Comment faire pencher la balance ? « J’ai remunicipalisé l’eau dans ma commune, mais j’en ai passé des nuits à ne pas dormir avec la boule au ventre. Il n’y a que le peuple qui pourra faire bouger les choses. Il faut que vous preniez la main et les élus suivront« , lançait l’ancien maire de Varages (Var) Michel Partage aux spectateurs de Water Makes Money, projeté hier aux Variétés.

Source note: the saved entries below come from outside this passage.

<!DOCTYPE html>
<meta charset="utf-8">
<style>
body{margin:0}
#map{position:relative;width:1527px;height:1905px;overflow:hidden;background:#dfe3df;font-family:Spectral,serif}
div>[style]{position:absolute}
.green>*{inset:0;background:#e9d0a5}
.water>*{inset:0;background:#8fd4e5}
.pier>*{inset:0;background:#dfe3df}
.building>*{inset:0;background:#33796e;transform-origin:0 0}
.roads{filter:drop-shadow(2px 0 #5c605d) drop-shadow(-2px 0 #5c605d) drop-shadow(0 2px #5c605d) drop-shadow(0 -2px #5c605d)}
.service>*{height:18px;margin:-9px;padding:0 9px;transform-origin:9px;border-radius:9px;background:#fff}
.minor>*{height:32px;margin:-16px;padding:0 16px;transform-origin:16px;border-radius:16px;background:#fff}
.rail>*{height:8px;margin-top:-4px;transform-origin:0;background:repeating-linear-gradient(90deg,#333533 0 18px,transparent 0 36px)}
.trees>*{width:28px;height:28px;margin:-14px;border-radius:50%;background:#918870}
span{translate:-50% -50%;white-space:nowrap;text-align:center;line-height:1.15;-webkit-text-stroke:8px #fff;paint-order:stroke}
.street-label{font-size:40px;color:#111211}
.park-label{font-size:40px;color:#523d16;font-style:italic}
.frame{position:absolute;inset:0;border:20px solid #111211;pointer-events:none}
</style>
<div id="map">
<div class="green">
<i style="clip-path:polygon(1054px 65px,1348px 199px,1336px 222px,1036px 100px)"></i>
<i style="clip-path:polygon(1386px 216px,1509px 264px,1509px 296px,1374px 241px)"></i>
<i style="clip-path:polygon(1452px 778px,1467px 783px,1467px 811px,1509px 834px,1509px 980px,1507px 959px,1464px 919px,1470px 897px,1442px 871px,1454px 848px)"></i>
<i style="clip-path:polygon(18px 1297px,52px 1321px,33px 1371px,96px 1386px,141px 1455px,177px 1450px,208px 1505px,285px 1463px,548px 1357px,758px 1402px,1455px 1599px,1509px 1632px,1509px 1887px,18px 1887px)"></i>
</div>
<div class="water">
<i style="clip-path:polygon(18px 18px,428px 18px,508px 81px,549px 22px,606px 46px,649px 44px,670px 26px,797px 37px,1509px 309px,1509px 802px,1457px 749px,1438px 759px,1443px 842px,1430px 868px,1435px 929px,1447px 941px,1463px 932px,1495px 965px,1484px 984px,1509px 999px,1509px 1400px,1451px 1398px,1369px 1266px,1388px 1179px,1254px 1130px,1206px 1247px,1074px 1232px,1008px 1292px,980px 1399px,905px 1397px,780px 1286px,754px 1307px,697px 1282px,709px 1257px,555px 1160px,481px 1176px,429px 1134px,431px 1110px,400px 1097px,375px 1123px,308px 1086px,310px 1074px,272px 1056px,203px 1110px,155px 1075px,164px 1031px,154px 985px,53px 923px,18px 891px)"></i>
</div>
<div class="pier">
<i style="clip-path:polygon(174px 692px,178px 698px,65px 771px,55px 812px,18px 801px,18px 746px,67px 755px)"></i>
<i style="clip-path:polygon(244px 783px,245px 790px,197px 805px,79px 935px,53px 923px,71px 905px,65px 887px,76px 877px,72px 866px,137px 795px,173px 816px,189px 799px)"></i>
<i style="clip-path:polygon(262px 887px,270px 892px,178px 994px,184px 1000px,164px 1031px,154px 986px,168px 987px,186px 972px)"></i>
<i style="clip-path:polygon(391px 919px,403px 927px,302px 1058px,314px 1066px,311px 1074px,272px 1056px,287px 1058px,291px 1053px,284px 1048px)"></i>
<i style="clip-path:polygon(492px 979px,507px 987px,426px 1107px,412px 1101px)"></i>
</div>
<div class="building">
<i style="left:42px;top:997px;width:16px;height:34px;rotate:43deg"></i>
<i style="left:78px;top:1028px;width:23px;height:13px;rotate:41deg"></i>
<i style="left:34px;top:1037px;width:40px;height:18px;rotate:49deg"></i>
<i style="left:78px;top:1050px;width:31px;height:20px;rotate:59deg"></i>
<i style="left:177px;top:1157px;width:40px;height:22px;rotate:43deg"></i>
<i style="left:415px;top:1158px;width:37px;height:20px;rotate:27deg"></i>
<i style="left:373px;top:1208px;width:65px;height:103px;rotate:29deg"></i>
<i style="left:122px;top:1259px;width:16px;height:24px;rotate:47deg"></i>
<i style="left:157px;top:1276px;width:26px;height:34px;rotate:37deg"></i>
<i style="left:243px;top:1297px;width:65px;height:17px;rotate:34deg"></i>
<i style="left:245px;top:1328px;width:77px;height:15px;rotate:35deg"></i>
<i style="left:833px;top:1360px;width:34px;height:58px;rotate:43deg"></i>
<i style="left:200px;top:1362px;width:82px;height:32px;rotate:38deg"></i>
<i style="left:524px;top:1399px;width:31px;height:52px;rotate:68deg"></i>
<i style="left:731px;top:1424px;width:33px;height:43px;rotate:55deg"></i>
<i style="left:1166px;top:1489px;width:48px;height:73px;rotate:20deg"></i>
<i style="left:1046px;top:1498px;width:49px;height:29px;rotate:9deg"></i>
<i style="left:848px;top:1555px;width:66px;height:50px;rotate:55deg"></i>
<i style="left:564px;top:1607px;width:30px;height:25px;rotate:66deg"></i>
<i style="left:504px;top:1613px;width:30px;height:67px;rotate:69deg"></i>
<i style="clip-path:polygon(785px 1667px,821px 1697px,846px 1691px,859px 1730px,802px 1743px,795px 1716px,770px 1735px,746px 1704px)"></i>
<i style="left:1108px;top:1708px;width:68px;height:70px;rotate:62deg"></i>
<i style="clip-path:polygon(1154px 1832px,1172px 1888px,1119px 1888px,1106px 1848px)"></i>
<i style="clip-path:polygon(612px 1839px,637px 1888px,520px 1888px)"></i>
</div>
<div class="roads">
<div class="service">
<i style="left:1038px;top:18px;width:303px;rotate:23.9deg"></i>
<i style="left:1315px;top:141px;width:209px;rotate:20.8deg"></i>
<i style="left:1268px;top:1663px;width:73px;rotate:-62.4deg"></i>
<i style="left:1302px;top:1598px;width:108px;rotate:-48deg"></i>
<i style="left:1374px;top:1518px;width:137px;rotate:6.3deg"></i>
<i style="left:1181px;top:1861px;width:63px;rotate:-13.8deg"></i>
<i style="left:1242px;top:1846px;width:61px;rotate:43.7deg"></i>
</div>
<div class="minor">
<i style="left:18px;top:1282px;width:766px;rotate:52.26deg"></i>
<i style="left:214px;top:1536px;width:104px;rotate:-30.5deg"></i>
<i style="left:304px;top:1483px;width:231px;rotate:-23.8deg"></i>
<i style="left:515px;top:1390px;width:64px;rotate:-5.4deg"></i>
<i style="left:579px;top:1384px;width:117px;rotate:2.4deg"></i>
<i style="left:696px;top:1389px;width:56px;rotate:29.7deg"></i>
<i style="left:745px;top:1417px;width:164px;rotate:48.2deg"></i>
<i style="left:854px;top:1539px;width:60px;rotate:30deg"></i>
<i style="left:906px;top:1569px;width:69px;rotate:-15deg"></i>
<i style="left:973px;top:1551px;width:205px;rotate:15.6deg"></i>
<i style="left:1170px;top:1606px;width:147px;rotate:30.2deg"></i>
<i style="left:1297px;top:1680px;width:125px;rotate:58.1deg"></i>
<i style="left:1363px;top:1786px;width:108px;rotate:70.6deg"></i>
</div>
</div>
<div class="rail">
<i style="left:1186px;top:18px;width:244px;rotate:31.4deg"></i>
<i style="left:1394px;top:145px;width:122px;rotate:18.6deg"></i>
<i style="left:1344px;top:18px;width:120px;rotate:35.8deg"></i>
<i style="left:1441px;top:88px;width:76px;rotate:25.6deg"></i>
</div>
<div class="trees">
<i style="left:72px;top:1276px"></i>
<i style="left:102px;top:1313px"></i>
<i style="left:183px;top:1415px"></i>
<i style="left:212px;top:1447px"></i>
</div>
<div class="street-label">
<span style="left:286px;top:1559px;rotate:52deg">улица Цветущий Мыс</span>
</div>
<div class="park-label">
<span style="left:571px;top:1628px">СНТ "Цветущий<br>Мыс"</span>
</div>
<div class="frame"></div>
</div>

Un film qui permettra aux néophytes de saisir la plupart des enjeux, et aux autres de découvrir des perles comme ce rapport de la Chambre régionale des comptes (CRC) de Provence-Alpes-Côte d’Azur consacré à Fréjus Saint-Raphael, où l’eau est confiée à la CMESE, une des nombreuses filiales de Véolia, dont on vous épargne le sigle : il considère que « ne sauraient rentrer dans les comptes des délégations de services publics (c’est-à-dire sur la facture des usagers, ndlr), toutes les dépenses nombreuses et variées telles que les dépenses de sponsoring, des voyages au Vietnam, une soirée étape à Mougins offerte à un cadre de l’agence de l’eau et dont le coût s’est élevé à 4 140 F ; une participation à hauteur de 10 000 F à une campagne électorale en 1994 (cantonales) ; des voyages à Malte et en Sardaigne payées à un « négociateur » sans contrat pour un montant de 170 000 F ; un séjour au club St-James à Paris pour un élu du Var-est pour un montant de 5 120 F ; des honoraires payés à un avocat des Alpes-Maritimes sans qu’aucune justification n’ait pu être produite pour un montant de 270 000 F ; deux factures d’un cabinet d’audit faisant actuellement l’objet d’une procédure judiciaire et pour un montant de 1 362 929 F ; un voyage et séjour à Cardiff pour 4 personnes dont deux au profit d’un cadre d’une collectivité territoriale du Var-Est et pour un montant de 32 080 F. Une mission à l’initiative de la CMESE et confiée à un cabinet d’audit varois pour un montant de 600 000 F HT qui concernerait le SEVE (Syndicat de l’eau de l’Est Varois, ndlr) qui n’en a pas été informé. Indéniablement, la CMESE a eu abusivement tendance à imputer sur le compte de charges du service, des dépenses de relations publiques, voire d’approches personnelles. C’est ce qui s’appelle un croustillant inventaire à la Prévert ! Aux dernières nouvelles, Véolia est toujours aux manettes à Fréjus… L’occasion également pour les courageux de se replonger dans le rapport de 2000 de la CRC consacré à la gestion de l’eau à Marseille.